#### Data for review
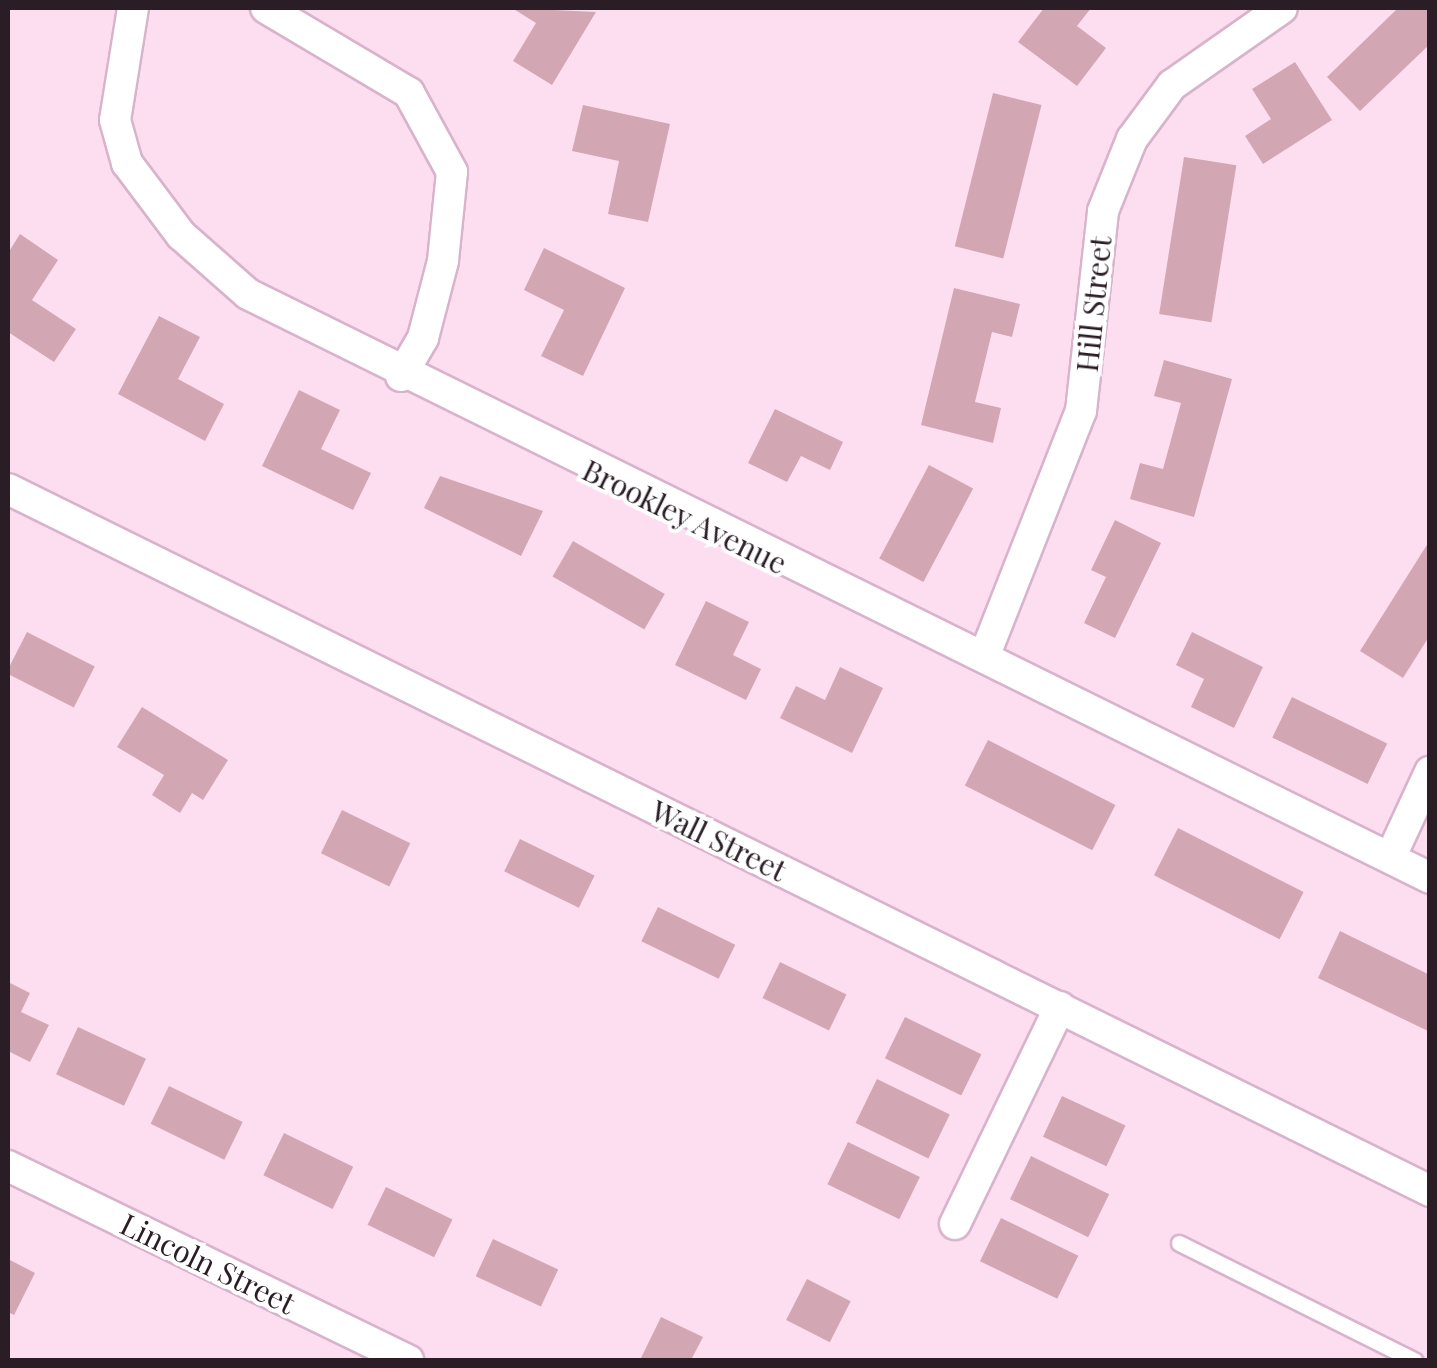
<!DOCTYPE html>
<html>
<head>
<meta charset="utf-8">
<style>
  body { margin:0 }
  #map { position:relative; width:1437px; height:1368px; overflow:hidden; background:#fddef1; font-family:"Playfair Display",serif }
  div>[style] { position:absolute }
  .building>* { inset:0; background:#d2a7b3; transform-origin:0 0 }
  .roads { filter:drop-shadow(2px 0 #d8b3cb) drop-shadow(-2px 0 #d8b3cb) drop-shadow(0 2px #d8b3cb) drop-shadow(0 -2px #d8b3cb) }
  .service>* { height:15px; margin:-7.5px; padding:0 7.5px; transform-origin:7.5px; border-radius:7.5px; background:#fff }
  .minor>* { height:30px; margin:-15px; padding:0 15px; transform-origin:15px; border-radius:15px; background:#fff }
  span { translate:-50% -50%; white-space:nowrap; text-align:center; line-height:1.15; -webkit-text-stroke:8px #fff; paint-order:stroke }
  .street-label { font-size:30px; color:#2b1d26 }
  .frame { position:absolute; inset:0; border:10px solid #2b1d26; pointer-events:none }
</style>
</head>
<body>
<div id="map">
  <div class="building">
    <i style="clip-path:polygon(512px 8px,596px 12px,552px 85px,513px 61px,536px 23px)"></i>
    <i style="clip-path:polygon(1044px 8px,1091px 8px,1077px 26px,1106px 48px,1077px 86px,1018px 42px)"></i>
    <i style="clip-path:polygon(1398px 8px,1430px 8px,1430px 44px,1360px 111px,1327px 77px)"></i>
    <i style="clip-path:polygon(1295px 62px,1332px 120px,1263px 164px,1245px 136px,1271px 119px,1252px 89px)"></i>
    <i style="left:993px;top:93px;width:50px;height:158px;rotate:14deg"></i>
    <i style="clip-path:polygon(583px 105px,670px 124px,648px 222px,608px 214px,619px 161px,572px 151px)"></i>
    <i style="left:1184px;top:157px;width:53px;height:159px;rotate:9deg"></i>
    <i style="clip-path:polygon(20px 234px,58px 260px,32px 300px,76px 329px,54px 362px,8px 332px,8px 253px)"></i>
    <i style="clip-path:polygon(544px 248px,625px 288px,583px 376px,541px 356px,564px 310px,524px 290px)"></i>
    <i style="clip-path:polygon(954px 288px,1020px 304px,1012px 337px,992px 332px,975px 402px,1001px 408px,993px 443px,921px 425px)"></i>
    <i style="clip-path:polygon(159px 316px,200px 337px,178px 379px,224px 404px,205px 441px,118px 394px)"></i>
    <i style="clip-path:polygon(1164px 360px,1232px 379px,1194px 517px,1130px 499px,1140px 463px,1163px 469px,1181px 403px,1154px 396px)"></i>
    <i style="clip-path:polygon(299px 390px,340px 410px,321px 449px,371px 473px,353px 510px,262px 466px)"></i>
    <i style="clip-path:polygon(775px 409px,843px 442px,830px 470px,801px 456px,787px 482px,748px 463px)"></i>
    <i style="left:929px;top:465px;width:50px;height:106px;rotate:28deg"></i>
    <i style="clip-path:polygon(440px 476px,543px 511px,521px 556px,424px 508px)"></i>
    <i style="clip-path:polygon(1115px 520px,1161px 543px,1115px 638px,1084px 623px,1106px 577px,1091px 570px)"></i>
    <i style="clip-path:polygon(1430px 540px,1430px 635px,1403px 678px,1360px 651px)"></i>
    <i style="left:573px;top:541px;width:106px;height:41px;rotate:30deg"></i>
    <i style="clip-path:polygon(706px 601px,749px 622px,733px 655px,761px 669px,746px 700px,675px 665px)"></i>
    <i style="left:27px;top:632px;width:76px;height:46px;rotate:27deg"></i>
    <i style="clip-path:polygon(1192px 632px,1263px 667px,1234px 728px,1191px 707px,1204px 679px,1176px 665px)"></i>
    <i style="clip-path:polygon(840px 667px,883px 688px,852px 753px,780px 718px,796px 686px,825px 700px)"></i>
    <i style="left:1292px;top:697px;width:106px;height:45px;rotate:26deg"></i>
    <i style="clip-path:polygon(142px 707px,228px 760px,203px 800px,192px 793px,180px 813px,152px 795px,164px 775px,117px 747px)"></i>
    <i style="left:988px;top:740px;width:143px;height:51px;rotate:27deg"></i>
    <i style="left:342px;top:810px;width:76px;height:48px;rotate:26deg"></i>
    <i style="left:1178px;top:828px;width:141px;height:53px;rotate:27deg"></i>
    <i style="left:520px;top:839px;width:83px;height:36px;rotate:26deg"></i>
    <i style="left:658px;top:907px;width:86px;height:38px;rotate:26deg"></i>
    <i style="clip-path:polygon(1340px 931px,1430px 975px,1430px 1032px,1318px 978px)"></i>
    <i style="left:780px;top:962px;width:74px;height:40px;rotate:26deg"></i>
    <i style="clip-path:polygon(8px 982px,30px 993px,21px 1012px,49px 1025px,30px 1062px,8px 1051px)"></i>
    <i style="left:905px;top:1017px;width:85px;height:46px;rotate:26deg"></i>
    <i style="left:78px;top:1027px;width:75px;height:52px;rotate:25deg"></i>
    <i style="left:877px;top:1079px;width:81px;height:49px;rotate:26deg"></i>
    <i style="left:169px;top:1086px;width:82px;height:42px;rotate:26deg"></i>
    <i style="left:1062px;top:1096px;width:70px;height:45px;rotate:25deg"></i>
    <i style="left:284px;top:1133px;width:77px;height:47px;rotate:26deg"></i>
    <i style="left:848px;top:1142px;width:80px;height:47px;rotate:26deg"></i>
    <i style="left:1031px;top:1156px;width:87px;height:48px;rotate:26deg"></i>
    <i style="left:386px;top:1187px;width:74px;height:42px;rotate:26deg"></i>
    <i style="left:1001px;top:1218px;width:86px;height:48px;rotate:26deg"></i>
    <i style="left:493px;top:1239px;width:72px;height:41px;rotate:25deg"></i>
    <i style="clip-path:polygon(8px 1259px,35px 1273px,14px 1315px,8px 1312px)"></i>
    <i style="left:807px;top:1279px;width:49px;height:46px;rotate:27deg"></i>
    <i style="clip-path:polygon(661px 1317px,703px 1337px,691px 1360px,640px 1360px)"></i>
  </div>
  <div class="roads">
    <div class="service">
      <i style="left:1179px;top:1243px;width:263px;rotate:26.5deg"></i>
    </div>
    <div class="minor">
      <i style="left:133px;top:8px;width:113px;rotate:99.1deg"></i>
      <i style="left:115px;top:120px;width:45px;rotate:74.4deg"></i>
      <i style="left:127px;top:163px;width:90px;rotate:53.1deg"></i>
      <i style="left:181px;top:235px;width:89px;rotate:41.4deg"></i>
      <i style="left:248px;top:294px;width:1318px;rotate:26.29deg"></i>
      <i style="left:266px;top:8px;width:166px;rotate:30.7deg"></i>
      <i style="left:409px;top:93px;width:90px;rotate:61.4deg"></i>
      <i style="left:452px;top:172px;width:89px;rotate:95.8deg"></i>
      <i style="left:443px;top:261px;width:80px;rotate:104.6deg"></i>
      <i style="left:423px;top:338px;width:44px;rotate:120.1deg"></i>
      <i style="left:8px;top:489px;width:1586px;rotate:26.27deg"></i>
      <i style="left:984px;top:657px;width:264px;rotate:-68.5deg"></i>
      <i style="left:1081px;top:411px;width:201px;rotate:-83.7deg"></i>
      <i style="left:1103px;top:211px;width:78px;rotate:-68.1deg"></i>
      <i style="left:1132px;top:139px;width:67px;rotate:-53.5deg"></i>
      <i style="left:1172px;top:85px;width:134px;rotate:-35deg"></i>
      <i style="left:1391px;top:856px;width:93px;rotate:-65.1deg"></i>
      <i style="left:8px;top:1166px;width:445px;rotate:25.9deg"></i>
      <i style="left:955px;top:1224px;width:241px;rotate:-64.2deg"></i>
    </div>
  </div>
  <div class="street-label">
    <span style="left:1093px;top:304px;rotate:-84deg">Hill Street</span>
    <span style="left:685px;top:516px;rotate:26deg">Brookley Avenue</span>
    <span style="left:719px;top:840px;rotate:26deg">Wall Street</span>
    <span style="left:208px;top:1263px;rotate:26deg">Lincoln Street</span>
  </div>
  <div class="frame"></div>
</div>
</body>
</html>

#### Assignment
Give back, unaltered, each line of the listing from the first to the line that contains "position:relative; width:1437px; height:1368px;", leaving every picture out.

#### Response area
<!DOCTYPE html>
<html>
<head>
<meta charset="utf-8">
<style>
  body { margin:0 }
  #map { position:relative; width:1437px; height:1368px; overflow:hidden; background:#fddef1; font-family:"Playfair Display",serif }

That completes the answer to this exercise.